CULTURA

Heddi Goodrich per “terra di madri scrittrici a Capua

Nonostante il maltempo avesse flagellato la città e Comuni limitrofi per tutta la giornata, il primo appuntamento del ciclo “Terra di madri, scrittrici a Capua”, previsto nella chiesa di San Salvatore, mercoledì 3 novembre le ore 19:00, si è svolto regolarmente al cospetto di un folto numero di persone che, appunto, noncuranti della pioggia, si è riunito per ascoltare la “chiacchierata” tra la scrittrice americana Heddi Goodrich e la critica letteraria Nicoletta Alaia.

L’evento apre il ciclo “Terra di Madri, scrittrici a Capua, una seriedi incontri di letteratura dedicato alle donne che scrivono, al loro talento, ma anche alle lettrici e ai lettori, nato nella Città delle Madri, le famose Matres Matutae custodite nel Museo Provinciale Campano.

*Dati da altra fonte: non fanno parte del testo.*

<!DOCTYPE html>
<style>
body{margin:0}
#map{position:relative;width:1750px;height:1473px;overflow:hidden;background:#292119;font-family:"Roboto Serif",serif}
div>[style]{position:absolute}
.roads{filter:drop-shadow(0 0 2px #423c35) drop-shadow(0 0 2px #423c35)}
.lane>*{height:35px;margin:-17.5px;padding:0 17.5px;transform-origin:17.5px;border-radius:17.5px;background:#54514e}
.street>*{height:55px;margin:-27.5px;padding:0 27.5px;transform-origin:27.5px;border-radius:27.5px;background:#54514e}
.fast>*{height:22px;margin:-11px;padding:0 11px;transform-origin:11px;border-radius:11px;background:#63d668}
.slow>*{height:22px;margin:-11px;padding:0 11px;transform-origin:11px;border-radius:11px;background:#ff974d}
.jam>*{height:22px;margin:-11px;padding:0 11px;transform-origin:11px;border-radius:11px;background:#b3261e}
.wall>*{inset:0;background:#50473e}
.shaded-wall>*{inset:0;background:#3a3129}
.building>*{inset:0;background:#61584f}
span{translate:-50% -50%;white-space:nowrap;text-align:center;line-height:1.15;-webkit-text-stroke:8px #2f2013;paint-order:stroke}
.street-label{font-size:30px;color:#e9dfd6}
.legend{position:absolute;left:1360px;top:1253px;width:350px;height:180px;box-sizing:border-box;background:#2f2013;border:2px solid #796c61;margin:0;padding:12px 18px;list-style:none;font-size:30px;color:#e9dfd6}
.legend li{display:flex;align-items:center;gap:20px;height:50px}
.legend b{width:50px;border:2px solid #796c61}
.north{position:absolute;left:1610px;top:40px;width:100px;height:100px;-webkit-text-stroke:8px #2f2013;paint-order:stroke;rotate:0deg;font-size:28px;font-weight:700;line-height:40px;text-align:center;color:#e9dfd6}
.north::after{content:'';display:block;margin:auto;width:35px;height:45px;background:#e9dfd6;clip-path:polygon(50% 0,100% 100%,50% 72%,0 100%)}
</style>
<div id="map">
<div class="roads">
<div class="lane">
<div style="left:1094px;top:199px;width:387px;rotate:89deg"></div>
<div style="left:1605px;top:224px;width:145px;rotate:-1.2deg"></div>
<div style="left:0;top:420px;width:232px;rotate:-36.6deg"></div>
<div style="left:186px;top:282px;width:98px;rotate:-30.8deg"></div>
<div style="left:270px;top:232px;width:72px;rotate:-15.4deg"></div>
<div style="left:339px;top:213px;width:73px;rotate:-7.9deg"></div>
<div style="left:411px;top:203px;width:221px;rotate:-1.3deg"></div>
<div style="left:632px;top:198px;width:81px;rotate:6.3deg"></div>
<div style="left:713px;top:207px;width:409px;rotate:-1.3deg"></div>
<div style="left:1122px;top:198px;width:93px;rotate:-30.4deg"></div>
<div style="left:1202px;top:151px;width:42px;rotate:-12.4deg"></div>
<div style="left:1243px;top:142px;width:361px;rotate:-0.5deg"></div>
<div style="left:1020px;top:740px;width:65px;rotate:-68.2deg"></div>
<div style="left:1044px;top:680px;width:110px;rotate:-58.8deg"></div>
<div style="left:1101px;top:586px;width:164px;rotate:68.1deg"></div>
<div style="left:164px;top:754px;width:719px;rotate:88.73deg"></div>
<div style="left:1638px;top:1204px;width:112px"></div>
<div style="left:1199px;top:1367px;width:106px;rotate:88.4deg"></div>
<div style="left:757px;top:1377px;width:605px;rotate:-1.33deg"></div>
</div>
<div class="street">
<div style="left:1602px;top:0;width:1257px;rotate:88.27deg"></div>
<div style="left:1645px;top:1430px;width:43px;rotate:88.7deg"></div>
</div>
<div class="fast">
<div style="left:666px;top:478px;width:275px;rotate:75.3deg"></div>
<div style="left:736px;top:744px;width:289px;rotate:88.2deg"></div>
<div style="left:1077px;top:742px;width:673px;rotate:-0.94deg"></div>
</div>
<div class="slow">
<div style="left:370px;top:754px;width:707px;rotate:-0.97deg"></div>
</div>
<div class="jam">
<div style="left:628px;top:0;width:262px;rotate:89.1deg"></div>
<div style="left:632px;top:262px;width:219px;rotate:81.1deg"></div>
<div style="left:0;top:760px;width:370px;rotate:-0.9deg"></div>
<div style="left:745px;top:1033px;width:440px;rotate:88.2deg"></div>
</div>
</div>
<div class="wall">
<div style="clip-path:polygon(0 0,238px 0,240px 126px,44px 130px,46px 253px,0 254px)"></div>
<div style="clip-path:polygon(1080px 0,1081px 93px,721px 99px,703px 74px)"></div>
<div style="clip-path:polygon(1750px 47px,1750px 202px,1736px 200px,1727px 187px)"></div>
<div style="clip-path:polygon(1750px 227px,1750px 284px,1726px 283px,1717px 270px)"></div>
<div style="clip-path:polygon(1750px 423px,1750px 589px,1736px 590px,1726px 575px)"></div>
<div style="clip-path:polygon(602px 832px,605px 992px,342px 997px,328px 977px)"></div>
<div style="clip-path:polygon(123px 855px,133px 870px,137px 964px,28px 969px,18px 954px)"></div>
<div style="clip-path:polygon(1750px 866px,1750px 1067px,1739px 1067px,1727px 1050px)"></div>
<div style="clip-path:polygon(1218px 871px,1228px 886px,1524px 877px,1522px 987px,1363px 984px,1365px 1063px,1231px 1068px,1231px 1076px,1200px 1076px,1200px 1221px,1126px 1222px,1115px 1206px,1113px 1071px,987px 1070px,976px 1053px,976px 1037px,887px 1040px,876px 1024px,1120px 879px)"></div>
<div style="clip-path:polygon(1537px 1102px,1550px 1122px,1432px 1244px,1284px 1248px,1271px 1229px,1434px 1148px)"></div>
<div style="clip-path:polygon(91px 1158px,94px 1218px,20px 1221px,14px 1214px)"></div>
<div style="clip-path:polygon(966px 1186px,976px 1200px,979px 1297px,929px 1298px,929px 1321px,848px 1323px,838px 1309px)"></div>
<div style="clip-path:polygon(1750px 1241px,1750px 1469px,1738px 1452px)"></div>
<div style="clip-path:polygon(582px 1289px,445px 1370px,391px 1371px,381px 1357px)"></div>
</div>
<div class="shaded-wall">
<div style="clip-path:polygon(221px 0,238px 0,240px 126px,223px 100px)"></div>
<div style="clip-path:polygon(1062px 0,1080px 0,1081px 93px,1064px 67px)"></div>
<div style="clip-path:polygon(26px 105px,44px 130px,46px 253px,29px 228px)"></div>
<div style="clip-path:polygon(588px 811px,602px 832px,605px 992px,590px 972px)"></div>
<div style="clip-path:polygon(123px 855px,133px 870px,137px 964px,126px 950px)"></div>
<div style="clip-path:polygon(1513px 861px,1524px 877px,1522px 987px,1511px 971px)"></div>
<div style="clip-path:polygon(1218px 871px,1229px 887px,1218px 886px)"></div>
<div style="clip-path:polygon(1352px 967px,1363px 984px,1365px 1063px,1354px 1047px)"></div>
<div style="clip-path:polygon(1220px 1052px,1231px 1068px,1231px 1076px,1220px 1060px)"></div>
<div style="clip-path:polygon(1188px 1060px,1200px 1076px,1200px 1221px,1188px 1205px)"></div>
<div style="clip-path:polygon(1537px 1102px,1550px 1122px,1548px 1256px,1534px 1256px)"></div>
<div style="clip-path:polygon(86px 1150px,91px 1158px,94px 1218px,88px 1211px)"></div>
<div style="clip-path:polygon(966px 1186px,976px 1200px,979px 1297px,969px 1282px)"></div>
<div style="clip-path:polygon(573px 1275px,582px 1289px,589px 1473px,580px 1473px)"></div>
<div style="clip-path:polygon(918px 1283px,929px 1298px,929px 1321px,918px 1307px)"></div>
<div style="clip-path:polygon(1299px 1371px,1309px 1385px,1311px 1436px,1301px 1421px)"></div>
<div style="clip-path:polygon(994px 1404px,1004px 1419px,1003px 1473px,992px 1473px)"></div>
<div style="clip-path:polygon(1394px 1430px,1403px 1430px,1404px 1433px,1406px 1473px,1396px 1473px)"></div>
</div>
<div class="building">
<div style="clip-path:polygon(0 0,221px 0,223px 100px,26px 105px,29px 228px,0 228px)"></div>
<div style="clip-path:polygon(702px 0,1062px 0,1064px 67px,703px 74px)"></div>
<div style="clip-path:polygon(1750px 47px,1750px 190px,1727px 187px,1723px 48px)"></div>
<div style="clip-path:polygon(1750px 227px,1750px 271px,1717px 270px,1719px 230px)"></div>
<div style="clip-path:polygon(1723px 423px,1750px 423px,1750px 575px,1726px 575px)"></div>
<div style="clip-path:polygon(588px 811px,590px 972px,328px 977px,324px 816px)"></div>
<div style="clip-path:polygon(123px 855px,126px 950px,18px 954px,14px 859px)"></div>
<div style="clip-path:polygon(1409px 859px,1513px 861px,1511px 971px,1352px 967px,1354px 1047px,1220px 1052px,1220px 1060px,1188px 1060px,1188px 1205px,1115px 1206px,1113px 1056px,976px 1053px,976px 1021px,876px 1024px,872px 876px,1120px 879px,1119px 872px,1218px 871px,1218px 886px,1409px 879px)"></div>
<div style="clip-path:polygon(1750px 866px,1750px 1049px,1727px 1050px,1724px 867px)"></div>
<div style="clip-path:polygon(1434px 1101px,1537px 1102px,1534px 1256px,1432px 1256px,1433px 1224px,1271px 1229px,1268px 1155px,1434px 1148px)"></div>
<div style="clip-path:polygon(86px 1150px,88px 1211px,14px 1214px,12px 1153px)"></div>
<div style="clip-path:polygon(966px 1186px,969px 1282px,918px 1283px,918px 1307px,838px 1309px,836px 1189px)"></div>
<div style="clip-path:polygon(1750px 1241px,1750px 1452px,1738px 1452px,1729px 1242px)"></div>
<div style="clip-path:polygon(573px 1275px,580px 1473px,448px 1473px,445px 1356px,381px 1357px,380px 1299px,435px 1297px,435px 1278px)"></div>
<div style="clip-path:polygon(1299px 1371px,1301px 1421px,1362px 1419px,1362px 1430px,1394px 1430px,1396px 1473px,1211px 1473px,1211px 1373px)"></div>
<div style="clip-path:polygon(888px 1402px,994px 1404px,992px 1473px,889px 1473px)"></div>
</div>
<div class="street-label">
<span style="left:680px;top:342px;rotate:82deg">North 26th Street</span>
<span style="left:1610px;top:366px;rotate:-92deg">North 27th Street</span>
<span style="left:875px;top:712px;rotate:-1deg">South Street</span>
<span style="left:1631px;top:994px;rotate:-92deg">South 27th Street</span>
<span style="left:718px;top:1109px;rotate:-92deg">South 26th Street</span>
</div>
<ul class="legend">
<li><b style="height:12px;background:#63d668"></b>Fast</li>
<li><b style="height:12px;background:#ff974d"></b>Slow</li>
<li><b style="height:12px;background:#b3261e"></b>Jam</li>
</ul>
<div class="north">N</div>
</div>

Questo è un progetto “Architempo”, nato nell’ambito di Capua il Luogo della Lingua festival, sotto l’egida del Patto per la Lettura di Capua “Città che legge”.

 Le  curatrici del progetto sono: la scrittrice Marilena Lucente, la critica letteraria Nicoletta Alaia, le scrittrici e giornaliste Nadia Verdile e Lidia Luberto, la scrittrice e poetessa Mariastella Eisenberg, la sceneggiatrice e regista Barbara Rossi Prudente, le attrici Margherita Di Rauso e Elena Starace, quest’ultima anche scrittrice, e la giornalista Mariamichela Formisano.

 La scrittrice Heddi Goodrich originaria di Washington D.C che vive in Nuova Zelanda, ad Auckland,  scrive in italiano, del suo amore per Napoli, dove si è laureata negli anni 90.

 Ieri  ha dialogato con Nicoletta Alaia del suo nuovo libro L’americana (Giunti), che arriva in libreria a due anni di distanza dal successo del suo romanzo d’esordio Perduti nei Quartieri Spagnoli, grande successo internazionale,  tradotto in tredici lingue.

Questo secondo romanzo della scrittrice americana Heddi Goodrich racconta l’educazione sentimentale di Frida, una sedicenne che alla fine degli anni Ottanta arriva a Castellammare di Stabia dall’Illinois per uno scambio culturale: un anno che le cambierà la vita.

 Un romanzo che vuole raccontare di donne e femminilità, come afferma Heddi Goodrich, senza dimenticare però l’universo maschile, in una sorta di contesto dicotomico in cui lo yin e lo yang si scontrano e s’incontrano generando vortici armoniosi.

Durante la “chiacchierata”,  Nicoletta Alaia ha evidenziato non solo i riferimenti a concetti filosofici di cui è ricco il romanzo ma anche  la cura del linguaggio che è molto chiaro ed incisivo così come  le  meravigliose descrizioni paesaggistiche dei luoghi in cui la Goodrich ha trascorso parte della sua vita.

 Le protagoniste delle pagine di Goodrich sono le donne, a cominciare dalle due mamme. Una, quella biologica, che la chiama Frida come la Kahlo sperando di tramandarle «la forza d’animo per superare qualsiasi dolore la vita abbia in serbo», l’altra, Anita, la mamma campana, che si prende tutta la scena e già dal suo ingresso impregna le pagine di «Fendi e gomma alla menta». Anita, che tutti da sempre in famiglia chiamano «l’americana». Anita, seducente quarantenne, che a Castellammare saluta tutti mentre guida «come un tassista newyorkese» su e giù per la montagna; Anita, diventata madre a sedici anni che l’indipendenza se l’è guadagnata; Anita che lavora al sindacato e che anche senza studi solidi alle spalle ha le idee ben chiare: «In questo mondo devi scegliere da che parte stare: con i socialisti o con i fascisti. Con i lavoratori o con gli sfruttatori. Con i buoni o con i cattivi». Da subito, Mamma Anita s’impone come un personaggio grandioso: estroversa, carnale, priva di schemi, un ciclone di donna che afferra Frida con impeto eppure, a suo modo, con delicatezza, portando una ragazza che è poco più di una bambina nel mondo delle donne adulte, dei sentimenti, delle passioni, dei tormenti interiori, una formazione anche dura, in cui gli schiaffi si alternano alle carezze. Così Frida cresce, attraverso l’educazione di Anita e la storia d’amore con Raffaele, un ragazzo lontano dal suo mondo e vicino a quello della camorra, e che però, più di tutti, porta impresso il marchio di una ferita, di una bruciante dolcezza.